Wednesday, March 31, 2010

E Unibus Pluram: A Preface to Infinite Jest

With the modern popularity of books like Twilight and the Da Vinci Code it's easy to think of books as merely forms of entertainment, and reading solely for entertainment certainly is one possible way to read. But novels have also historically been written as ideological tools, used to expose problems in society and thusly create change.

This quarter we will be reading Infinite Jest productively, keeping in mind that David Foster Wallace was not only writing a book that will make us laugh, and that we won't want to put down, but also a novel that is supposed to make us think, to challenge us as readers. Using E Unibus Pluram as a critical lens for IJ makes it easier to keep in mind some of the issues that IJ is trying to expose and explore.

As we went over in class, some of the points that Wallace makes in EUP to keep in mind while reading Infinite Jest:

1. Irony is a medium used to expose, and has historically been used as a tool for social change. Unfortunately TV and modern American culture have subsumed irony, making irony an ineffective way to ridicule current social institutions. So to create social change today we need to not only tear something down, not only negatve, but to also create something new, to instatiate some positive values for social change.
What does Wallace do in Infinite Jest? Is he attempting to build something up or tear something down? Is he successful at either one or both?

2. The average American watches 6 hours of TV a day. Watching TV and movies has become of the the main social activities in modern America, one of the primary topics of American conversation. What do human relationships look like in a world dominated by watchers? What kind of relationships do the people in IJ have?

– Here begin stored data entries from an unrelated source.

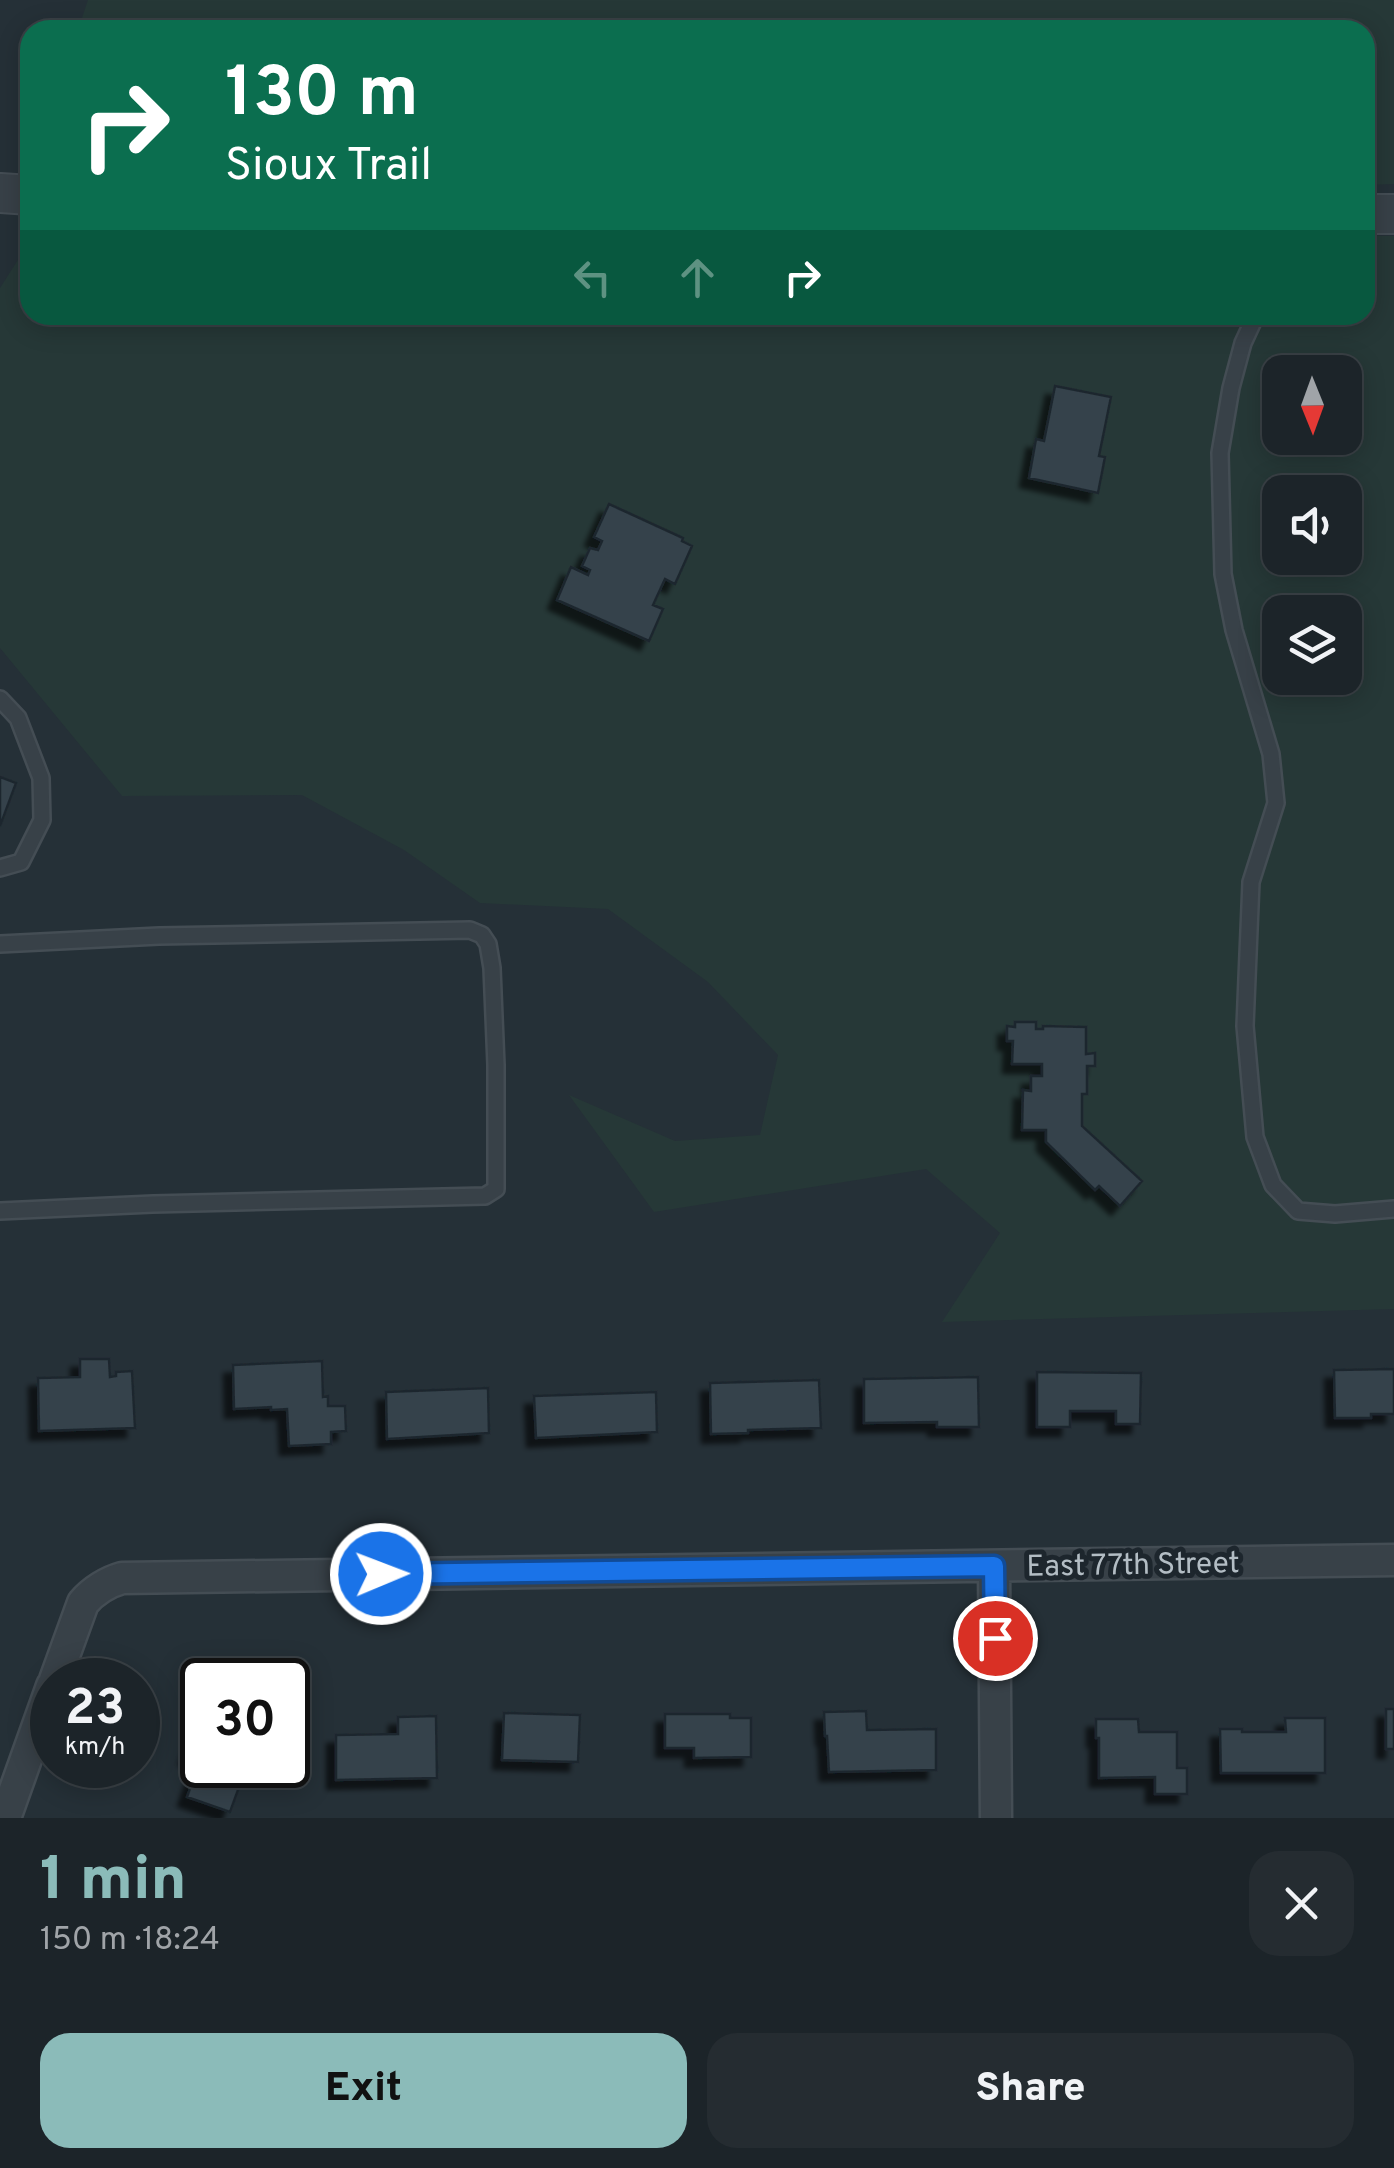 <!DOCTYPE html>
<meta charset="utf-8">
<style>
:root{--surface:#1c2429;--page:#252c31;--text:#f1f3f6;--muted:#a0a4a8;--line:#3a4146;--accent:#8bbbb9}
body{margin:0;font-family:Overpass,sans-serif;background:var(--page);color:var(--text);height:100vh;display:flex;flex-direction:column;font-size:38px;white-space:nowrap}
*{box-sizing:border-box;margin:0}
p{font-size:32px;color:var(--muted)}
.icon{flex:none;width:55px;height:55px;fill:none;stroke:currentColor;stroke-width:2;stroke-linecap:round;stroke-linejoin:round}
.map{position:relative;height:1818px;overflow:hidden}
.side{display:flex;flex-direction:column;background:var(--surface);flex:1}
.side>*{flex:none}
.hud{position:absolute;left:20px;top:20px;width:1355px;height:305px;border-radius:30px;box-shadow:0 5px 25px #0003,0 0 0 2px var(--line);background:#0b6e4f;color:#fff;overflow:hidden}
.needle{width:65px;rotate:179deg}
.controls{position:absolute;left:1262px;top:355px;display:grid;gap:20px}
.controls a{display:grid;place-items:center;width:100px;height:100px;border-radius:20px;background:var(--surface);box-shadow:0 5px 25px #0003,0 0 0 2px var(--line);font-size:50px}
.speed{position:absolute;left:30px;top:1658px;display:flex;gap:20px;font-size:50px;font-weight:700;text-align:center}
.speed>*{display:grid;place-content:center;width:130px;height:130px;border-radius:50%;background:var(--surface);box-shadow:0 5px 25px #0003,0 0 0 2px var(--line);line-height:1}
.speed small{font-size:25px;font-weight:400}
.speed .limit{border:5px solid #111;border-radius:15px;background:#fff;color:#111}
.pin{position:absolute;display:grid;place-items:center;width:85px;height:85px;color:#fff;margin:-42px;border:5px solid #fff;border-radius:50%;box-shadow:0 2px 10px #0007}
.me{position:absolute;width:110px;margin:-55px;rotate:89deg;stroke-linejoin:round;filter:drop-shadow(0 0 8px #0008)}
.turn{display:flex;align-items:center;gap:35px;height:210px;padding:0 40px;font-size:45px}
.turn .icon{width:130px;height:130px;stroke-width:2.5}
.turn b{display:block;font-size:70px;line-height:85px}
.lanes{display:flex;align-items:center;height:95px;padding:0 40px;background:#0003;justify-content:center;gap:50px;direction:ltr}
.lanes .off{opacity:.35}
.round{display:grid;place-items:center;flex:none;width:105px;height:105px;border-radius:30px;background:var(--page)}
.head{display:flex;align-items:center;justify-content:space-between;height:170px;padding:0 40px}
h1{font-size:60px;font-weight:800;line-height:75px;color:var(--accent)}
.action{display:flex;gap:20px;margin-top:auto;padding:20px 40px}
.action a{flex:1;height:115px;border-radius:30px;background:var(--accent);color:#111;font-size:40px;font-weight:800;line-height:115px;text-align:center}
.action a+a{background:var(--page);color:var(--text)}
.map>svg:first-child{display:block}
</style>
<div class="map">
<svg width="1394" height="1818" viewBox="0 0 1394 1818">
<defs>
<filter id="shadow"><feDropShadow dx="-9" dy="9" stdDeviation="2.5" flood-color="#0009"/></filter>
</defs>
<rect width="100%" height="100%" fill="#253037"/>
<!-- green -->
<path fill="#263837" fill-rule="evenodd" d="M88,0h1306v184l-29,1v-155h-1287z
M1365,236h29v1073l-452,13 58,-89 -74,-64 -272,43 -85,-117 106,46 85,-6 18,-80 -70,-73 -100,-73 -128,-6 -76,-53 -102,-55 -180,1 -122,-148v-360l30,-47v74h1335zM1280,372h65v66h-65zM1280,492h65v66h-65zM1280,612h65v66h-65z"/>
<!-- building -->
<path fill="#34424b" stroke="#1f282f" stroke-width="2.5" filter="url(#shadow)" d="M1055,386l56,11 -12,59 6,1 -7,36 -69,-15 7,-39 8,2z
M609,504l74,34 -1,3 10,5 -17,38 -10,-5 -12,26 10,4 -14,32 -92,-41 14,-33 17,8 2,-5 -8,-4 8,-18 8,2 4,-9 -8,-4z
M0,777l16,6 -16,43z
M1015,1022h21v7h7v-3l43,1v27l9,-1v13h-8v28h-5v32l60,55 -22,25 -21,-20 -4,4 -49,-48v-12h-24l1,-40 8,1v-15h11v-12h-30l1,-23h-6v-15l8,1z
M80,1359h29l1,18 6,-1v-4l16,-1 3,57 -96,3 -1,-53 42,-1z
M322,1361l1,36 5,-1v10h17l1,25 -15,1v12l-42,2 -2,-37 -16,1v-3l-37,2 -1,-44z
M1394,1369v45h-23v4h-36l-1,-48z
M1037,1372l104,1 -1,51h-24v-13h-46v16h-33z
M978,1377l1,50h-42v-5l-73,1v-44z
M819,1380l2,48 -73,2v3l-37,1 -1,-51z
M488,1388l1,45 -102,6 -1,-47z
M656,1392l1,40 -121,6 -2,-42z
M1386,1709h8v40h-8z
M866,1711l1,19 69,-1v41l-107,2 -2,-36h-2l-1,-24z
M504,1713l76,2 -2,47 -76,-2z
M665,1714h65v4h21v39l-57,1v-10h-29z
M436,1716l1,62 -101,2v-45l62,-1v-17z
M202,1717v48h45l-17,47 -43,-15 13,-37 -12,-4z
M1285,1718h40v55h-104l-1,-44h22v3h44z
M1096,1719h42l1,13h38v36h10v26h-32v-17l-56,1v-40h-3z"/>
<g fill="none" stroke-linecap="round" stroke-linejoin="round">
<!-- service casing -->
<g stroke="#444d54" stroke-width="20">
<path id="service" d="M1256,315l-13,28 -12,45 -11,65 3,121 11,56 37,124 5,49 -25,79 -6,144 10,111 18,48 25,26 37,3 59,-5
M0,699l18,19 23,60 1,42 -21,42 -21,6
M0,944l159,-8 311,-6 12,5 6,9 4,24 4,97v124l-11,7 -332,8 -153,7"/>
</g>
<!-- minor casing -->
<g stroke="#444d54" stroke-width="35">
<path id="minor" d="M994,1567l2,251
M55,1680l28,-77c10,-12 25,-21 39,-25l1272,-18
M5,1818l47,-132"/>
</g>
<!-- tertiary casing -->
<g stroke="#444d54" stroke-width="42">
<path id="tertiary" d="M0,193l30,2
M1365,214h29"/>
</g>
<!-- service -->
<use href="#service" stroke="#384148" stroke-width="15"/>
<!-- minor -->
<use href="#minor" stroke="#384148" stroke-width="30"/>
<!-- tertiary -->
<use href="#tertiary" stroke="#384148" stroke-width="38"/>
</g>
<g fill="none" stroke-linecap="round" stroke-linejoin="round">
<!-- route casing -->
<g stroke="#114b97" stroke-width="25">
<path id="route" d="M381,1574l613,-8 1,72"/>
</g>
<!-- route -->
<use href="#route" stroke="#1a73e8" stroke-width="18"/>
</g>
<g text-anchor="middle" stroke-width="10" stroke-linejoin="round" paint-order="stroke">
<!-- street labels -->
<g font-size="30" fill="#b3bdc4" stroke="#1d262d">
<text transform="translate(1133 1564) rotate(-1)" y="10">East 77th Street</text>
</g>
</g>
</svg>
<div class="controls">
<a><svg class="needle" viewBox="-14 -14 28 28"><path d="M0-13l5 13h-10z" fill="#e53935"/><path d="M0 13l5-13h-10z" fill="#a0a4a8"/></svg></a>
<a><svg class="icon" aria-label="sound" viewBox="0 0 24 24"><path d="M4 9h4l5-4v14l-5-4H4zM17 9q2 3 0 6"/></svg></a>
<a><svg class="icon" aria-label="layers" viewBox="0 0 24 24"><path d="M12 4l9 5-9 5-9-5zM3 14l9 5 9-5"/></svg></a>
</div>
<div class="speed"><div>23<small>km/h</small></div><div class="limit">30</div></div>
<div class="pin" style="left:995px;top:1638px;background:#d93025"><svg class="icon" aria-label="arrive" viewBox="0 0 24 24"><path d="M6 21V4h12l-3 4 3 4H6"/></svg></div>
<svg class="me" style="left:381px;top:1574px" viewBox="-20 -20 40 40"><circle r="17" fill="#1a73e8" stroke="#fff" stroke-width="3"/><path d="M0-11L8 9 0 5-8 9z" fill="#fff"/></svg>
<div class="hud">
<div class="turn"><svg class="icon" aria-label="right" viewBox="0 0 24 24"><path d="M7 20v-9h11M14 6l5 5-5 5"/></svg><div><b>130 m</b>Sioux Trail</div></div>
<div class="lanes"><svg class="icon off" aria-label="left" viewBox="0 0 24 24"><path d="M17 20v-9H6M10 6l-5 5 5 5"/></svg><svg class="icon off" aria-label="ahead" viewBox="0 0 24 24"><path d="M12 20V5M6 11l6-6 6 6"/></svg><svg class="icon" aria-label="right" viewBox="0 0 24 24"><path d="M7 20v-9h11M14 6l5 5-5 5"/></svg></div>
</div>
</div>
<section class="side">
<div class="head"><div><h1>1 min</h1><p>150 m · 18:24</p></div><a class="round"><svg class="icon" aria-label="close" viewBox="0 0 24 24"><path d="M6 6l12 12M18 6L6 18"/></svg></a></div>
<div class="action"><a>Exit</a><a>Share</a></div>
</section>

3. At the end of his essay Wallace says that: "The next real literary "rebels" in this country might well emerge as some weird bunch of "anti-rebels," born oglers who dare to back away from ironic watching, who have the childish gall actually to endorse single-entendre values. Who treat old untrendy human troubles and emotions in U.S. life with reverence and convitiction. Who eschew self-consciousness and fatigue...Real rebels, as far as I can see, risk things. Risk disapproval...The new rebels might be the ones willing to risk the yawn, the rolled eyes, the cool smile, the nudged ribs, the parody of gifted ironists, the "How banal." Accusations of sentimentality, melodrama. Credulity. Willingness to be suckered in by a wrold of lurkers and starers who fear gaze and ridicule above imprisonment without law."
Is Wallace just such a rebel? Is he attempting to be?